Follicular Lymphoma

Follicular Lymphoma Pathophysiology

Follicular Lymphoma (FL) is one of the most common B-cell lymphoma subtypes. Pathological grading is dependent on the number of centroblasts (rapidly dividing B cells with a noncleaved nucleus) and in considered to be a clinical predictor of outcome.1,2

Lymphocytes originate from a common progenitor cell located in the bone marrow.3 Differentiation consists of DNA recombination creating immunoglobulins or T-cell receptors.3  Interaction with T cells normally regulates the proliferation of B cells that undergo affinity mutation of their Ig genes.2,4 In the case of FL, this process is disrupted, leading to unregulated B cell proliferation. The link to the immune system stems from the large presence of infiltrating T cells and B cells.4 Though initial response to therapy is frequent, relapse is associated with an increased risk of eventual histological transformation to a higher grade.4

The genetic hallmark of FL is present in 80-90% of tumors.4,5 Interestingly, this hallmark (“B-cell leukemia/lymphoma 2 (BCL2) oncogene under control of the Ig heavy chain enhancer”) is also found in healthy individuals, albeit rarely, but indicative that additional understanding is necessary to reveal the drivers of clinical disease.4,5

Essential workup procedures for patients with FL includes a complete physical exam (paying close attention to node bearing areas and the size of the liver and spleen), symptoms, performance status, laboratory studies (including CBC, Sr LDH, Hep B, metabolic panel, and CT with oral and IV contrast).1 Bone marrow biopsy with or without aspirate is crucial for all patients considering treatment, though there are cases where it may be deferred.1

Genetic alterations, epigenetic mechanism and microenvironment signals contribute to FL transformation, an event resulting from characteristic aggression.5 Some genetic alterations that are associated with FL transformation, include5:

  • TP53 mutation
  • MYC rearrangement
  • REL amplification
  • CDKN2A/CDKN2B deletion

While the full underlying pathway supporting transformation are still being explored, research has lead to potential drug targets such as BCL2, EZH2, CTLA4 and BCR signaling via BTK.6

References:

  1. National Comprehensive Cancer Network. NCCN Clinical Practice Guidelines in Oncology (NCCN Guidelines®). B- Cell Lymphomas. Version 4.2018 – May 15,2018
  2. Lenz G, Staudt LM. Aggressive Lymphomas. NEJM. 2010; 362:1417-1429
  3. Maloney DG. Anti-CD20 Antibody Therapy for B-Cell Lymphomas. NEJM. 2012. 366:2008-2016
  4. Green MR, Kihira S, et al. Mutations in early follicular lymphoma progenitors are associated with suppressed antigen presentation. 2014. PNAS Plus. pnas.org/cgi/doi/10.1073/pnas.1501199112
  5. Bisikirska B, Bansal M, et al.
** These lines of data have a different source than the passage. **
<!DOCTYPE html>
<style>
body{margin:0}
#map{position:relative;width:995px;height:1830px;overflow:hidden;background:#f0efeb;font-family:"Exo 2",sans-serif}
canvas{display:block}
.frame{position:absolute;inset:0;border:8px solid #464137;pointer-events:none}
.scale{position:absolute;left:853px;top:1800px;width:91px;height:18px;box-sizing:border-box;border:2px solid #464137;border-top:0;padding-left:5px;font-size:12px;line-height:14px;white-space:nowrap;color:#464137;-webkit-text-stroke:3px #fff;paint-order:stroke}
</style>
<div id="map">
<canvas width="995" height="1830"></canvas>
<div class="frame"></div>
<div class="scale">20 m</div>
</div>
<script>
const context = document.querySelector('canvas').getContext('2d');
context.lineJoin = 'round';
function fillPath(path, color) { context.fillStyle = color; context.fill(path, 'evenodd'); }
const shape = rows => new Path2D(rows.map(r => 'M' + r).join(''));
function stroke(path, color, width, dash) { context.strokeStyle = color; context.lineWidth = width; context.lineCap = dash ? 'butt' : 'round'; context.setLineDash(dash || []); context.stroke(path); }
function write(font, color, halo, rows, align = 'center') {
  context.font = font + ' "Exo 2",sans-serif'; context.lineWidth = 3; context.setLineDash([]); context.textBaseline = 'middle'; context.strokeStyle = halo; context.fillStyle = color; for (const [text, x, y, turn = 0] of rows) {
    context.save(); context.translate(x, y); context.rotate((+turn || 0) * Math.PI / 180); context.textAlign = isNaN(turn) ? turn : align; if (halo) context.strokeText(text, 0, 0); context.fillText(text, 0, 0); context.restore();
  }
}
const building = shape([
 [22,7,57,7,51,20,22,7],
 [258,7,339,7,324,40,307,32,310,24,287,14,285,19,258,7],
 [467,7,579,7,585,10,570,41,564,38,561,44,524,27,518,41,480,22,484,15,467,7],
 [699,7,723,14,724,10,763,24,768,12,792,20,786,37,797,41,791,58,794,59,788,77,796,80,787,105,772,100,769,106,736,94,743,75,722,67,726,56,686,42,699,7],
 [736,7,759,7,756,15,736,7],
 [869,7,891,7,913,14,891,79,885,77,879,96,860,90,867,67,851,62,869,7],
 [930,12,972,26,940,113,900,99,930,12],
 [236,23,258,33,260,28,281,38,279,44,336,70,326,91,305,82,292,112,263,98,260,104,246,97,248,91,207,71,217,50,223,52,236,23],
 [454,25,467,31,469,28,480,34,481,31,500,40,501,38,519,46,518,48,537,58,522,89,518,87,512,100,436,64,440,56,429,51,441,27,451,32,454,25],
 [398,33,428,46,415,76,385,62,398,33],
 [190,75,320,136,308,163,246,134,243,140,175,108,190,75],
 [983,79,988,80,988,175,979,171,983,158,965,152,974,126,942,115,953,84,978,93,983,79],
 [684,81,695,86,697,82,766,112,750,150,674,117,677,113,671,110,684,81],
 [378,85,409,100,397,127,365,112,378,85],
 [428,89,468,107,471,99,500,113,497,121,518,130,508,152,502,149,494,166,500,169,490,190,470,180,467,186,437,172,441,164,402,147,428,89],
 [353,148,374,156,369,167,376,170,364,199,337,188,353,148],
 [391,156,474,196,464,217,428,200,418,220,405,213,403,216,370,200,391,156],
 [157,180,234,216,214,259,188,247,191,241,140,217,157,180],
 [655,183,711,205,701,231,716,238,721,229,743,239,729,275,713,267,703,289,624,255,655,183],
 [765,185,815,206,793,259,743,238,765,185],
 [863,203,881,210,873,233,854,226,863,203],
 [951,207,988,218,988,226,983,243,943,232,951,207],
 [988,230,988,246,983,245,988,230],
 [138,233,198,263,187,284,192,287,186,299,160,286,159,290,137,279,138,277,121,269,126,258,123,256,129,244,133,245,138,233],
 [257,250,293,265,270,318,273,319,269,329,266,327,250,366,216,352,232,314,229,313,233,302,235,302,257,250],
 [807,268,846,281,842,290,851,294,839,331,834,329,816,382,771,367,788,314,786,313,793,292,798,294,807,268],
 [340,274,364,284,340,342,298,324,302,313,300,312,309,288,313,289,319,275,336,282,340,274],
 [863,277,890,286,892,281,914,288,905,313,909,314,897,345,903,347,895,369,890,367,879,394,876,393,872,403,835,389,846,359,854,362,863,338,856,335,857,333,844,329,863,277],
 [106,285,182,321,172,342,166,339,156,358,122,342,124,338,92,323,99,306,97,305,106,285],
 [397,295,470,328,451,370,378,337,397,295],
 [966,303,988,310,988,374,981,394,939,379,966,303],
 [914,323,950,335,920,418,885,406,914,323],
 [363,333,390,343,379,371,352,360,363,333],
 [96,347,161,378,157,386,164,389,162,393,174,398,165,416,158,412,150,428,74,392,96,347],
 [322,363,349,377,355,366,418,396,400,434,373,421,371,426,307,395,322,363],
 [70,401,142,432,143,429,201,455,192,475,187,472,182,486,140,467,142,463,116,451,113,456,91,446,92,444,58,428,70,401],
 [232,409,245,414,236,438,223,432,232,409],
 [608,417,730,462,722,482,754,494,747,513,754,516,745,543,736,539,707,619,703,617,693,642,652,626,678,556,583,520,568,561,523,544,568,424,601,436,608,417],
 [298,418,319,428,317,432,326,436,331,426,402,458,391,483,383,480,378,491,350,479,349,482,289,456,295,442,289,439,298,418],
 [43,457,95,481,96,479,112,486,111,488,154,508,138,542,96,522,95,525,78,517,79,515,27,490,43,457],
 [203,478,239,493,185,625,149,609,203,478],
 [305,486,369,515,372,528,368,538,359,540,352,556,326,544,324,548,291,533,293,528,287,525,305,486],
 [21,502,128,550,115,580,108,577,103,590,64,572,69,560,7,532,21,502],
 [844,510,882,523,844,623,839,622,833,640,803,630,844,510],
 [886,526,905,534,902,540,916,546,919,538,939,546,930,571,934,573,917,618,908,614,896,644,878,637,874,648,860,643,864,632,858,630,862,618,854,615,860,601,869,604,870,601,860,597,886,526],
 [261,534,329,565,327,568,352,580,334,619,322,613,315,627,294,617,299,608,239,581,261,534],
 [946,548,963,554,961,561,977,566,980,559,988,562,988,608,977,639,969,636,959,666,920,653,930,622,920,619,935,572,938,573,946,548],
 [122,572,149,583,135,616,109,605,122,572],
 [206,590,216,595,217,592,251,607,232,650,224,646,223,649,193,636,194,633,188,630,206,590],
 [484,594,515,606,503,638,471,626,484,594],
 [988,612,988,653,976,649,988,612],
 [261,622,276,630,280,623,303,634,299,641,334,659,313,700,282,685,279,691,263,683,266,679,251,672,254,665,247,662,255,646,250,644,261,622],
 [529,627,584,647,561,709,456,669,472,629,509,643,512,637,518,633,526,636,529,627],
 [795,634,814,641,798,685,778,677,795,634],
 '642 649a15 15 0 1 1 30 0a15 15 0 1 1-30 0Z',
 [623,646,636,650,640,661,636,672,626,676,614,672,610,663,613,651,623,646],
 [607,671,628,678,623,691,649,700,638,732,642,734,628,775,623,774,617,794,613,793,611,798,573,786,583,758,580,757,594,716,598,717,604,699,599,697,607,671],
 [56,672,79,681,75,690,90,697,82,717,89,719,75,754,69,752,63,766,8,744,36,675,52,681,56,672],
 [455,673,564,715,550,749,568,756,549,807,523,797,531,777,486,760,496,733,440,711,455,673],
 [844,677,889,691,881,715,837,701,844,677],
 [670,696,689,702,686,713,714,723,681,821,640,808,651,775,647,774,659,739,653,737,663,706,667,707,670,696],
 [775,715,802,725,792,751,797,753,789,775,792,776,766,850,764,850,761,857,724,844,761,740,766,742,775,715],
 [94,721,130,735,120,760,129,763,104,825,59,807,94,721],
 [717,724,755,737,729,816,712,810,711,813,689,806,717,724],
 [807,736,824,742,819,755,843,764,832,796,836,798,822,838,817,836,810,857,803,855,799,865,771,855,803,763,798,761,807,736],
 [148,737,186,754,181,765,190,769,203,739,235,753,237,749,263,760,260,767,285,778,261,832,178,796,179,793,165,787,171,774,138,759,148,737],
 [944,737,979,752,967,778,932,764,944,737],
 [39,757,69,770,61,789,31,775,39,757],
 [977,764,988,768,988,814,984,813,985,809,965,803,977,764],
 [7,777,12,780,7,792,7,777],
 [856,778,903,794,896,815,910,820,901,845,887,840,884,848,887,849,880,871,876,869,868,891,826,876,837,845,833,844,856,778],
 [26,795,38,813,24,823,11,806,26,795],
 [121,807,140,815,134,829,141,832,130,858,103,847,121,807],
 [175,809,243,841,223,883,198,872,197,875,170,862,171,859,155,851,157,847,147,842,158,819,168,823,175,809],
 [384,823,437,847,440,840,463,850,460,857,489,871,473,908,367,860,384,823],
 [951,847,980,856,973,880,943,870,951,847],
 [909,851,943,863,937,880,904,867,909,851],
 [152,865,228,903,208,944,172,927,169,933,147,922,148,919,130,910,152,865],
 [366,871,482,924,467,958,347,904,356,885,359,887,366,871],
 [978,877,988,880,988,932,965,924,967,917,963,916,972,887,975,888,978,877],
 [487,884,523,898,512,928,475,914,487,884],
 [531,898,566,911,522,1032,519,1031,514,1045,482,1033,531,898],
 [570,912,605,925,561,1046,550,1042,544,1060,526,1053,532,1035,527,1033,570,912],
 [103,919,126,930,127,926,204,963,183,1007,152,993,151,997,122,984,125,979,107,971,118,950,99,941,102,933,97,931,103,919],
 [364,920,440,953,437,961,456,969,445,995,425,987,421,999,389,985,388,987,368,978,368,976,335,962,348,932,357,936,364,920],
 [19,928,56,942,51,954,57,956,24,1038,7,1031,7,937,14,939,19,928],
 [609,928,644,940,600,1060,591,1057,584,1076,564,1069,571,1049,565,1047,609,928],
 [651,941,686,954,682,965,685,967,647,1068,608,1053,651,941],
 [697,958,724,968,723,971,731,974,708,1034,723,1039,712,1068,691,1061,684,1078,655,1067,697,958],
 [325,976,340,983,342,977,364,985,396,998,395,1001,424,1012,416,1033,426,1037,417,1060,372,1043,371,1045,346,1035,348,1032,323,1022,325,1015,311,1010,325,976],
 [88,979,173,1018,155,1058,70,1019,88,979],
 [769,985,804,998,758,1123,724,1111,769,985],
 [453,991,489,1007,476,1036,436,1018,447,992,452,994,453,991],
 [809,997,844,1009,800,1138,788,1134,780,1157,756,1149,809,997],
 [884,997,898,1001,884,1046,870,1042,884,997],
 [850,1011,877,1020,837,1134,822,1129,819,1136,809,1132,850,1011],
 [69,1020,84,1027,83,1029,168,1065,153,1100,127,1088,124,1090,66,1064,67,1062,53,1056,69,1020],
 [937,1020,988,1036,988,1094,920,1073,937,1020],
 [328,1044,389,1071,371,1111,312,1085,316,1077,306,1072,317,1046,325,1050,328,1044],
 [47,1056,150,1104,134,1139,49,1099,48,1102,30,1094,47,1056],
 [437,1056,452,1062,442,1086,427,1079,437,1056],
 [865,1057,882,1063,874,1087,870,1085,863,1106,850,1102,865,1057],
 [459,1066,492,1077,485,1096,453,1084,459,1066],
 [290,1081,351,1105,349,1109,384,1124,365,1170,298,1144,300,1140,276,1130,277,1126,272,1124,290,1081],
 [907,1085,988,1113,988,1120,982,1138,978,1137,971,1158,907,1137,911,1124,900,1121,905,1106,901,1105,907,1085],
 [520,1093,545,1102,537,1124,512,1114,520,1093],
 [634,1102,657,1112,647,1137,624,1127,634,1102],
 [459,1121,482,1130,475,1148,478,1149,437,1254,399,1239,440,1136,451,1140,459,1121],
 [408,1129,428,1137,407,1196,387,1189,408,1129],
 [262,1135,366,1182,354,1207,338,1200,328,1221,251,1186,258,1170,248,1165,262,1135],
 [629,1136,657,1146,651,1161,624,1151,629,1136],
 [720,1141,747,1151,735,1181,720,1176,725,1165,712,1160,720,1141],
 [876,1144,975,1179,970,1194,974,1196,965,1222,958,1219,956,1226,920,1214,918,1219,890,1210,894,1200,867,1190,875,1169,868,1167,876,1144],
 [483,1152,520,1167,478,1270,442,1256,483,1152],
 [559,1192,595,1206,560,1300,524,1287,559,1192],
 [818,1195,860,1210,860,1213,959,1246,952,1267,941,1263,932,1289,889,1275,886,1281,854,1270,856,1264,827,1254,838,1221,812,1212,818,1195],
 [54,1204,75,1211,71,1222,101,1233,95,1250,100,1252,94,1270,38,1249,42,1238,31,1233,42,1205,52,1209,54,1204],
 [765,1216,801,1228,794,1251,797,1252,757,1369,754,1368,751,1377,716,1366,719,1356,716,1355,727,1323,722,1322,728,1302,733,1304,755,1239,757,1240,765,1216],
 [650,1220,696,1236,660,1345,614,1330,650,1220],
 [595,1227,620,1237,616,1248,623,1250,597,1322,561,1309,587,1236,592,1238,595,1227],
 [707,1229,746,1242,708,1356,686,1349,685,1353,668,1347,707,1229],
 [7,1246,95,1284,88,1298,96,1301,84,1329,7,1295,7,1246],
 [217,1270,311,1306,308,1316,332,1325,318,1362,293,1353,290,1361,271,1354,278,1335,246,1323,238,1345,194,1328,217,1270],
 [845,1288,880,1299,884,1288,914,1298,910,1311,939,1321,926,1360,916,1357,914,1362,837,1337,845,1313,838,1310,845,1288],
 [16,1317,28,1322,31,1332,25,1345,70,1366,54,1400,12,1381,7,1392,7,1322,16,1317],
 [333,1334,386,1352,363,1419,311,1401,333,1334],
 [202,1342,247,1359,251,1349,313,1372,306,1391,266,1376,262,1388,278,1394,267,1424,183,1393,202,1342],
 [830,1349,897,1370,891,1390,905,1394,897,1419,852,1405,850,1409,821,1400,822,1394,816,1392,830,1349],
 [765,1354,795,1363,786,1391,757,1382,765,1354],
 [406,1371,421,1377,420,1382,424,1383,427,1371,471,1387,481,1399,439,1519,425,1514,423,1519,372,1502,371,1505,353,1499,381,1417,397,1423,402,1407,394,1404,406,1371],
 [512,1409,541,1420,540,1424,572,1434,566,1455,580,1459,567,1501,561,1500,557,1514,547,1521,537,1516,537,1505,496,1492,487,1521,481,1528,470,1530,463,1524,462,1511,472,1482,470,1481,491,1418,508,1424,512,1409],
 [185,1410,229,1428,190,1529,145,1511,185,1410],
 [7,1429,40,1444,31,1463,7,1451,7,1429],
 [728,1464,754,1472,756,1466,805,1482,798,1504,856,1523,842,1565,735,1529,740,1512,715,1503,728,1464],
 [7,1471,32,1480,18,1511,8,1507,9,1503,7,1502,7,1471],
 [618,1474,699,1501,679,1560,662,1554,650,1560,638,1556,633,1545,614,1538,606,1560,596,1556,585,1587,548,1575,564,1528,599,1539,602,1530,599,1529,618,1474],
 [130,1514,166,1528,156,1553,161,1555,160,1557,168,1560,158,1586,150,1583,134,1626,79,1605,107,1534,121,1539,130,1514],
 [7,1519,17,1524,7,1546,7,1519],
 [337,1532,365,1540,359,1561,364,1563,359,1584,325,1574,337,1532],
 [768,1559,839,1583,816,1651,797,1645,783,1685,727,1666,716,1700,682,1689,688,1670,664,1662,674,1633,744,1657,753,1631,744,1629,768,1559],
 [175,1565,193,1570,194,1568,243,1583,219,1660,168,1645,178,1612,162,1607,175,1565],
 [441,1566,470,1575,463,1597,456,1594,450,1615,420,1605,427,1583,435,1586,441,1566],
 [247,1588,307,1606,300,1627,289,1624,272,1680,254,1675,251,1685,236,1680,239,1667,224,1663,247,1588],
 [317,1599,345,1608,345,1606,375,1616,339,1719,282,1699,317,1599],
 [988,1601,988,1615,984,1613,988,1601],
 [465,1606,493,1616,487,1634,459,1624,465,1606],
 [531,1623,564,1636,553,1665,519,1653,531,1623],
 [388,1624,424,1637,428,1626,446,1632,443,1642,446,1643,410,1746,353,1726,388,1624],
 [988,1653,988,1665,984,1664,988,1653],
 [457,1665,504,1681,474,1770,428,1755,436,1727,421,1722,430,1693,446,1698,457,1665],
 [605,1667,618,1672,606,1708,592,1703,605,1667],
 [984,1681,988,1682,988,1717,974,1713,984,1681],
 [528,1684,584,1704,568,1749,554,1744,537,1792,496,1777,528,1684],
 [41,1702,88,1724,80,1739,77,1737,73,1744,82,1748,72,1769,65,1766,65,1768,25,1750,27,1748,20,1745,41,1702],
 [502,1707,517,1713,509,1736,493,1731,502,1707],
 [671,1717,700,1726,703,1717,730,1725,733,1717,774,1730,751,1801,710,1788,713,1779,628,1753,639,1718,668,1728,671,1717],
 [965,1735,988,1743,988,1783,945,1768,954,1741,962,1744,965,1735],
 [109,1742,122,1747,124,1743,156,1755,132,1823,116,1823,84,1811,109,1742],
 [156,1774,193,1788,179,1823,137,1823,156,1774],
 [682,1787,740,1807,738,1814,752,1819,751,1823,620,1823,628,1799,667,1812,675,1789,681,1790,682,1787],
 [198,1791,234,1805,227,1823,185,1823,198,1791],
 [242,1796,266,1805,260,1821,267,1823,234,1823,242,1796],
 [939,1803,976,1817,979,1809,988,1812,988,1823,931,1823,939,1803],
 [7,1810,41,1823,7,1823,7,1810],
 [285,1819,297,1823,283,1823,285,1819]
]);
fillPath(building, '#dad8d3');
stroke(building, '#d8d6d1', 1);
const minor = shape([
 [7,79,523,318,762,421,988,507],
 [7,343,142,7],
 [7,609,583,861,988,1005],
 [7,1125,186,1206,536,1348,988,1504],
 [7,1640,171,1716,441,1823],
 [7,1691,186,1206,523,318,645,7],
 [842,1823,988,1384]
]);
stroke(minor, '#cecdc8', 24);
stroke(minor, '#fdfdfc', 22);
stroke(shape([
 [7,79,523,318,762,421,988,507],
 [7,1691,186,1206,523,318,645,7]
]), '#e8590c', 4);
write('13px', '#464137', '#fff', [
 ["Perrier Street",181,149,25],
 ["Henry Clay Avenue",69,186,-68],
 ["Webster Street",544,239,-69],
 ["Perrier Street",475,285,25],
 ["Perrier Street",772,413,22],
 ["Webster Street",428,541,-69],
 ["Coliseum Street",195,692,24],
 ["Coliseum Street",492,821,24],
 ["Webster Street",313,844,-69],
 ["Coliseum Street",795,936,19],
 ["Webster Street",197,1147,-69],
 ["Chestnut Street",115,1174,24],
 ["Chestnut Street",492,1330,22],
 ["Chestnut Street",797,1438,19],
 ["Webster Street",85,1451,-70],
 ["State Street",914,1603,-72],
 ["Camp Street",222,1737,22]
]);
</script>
Elucidation and pharmacological targeting of novel molecular drivers of follicular lymphoma progression. Cancer Res. 2016; 76(3): 664–674. doi:10.1158/0008-5472.CAN-15-0828
  6. Schatz JH, Oricchio E, Puvvada SD, Wendel HG. Progress Against Follicular Lymphoma. Curr Opin Hematol. 2013;20(4): 10.1097/MOH.0b013e3283622ed6.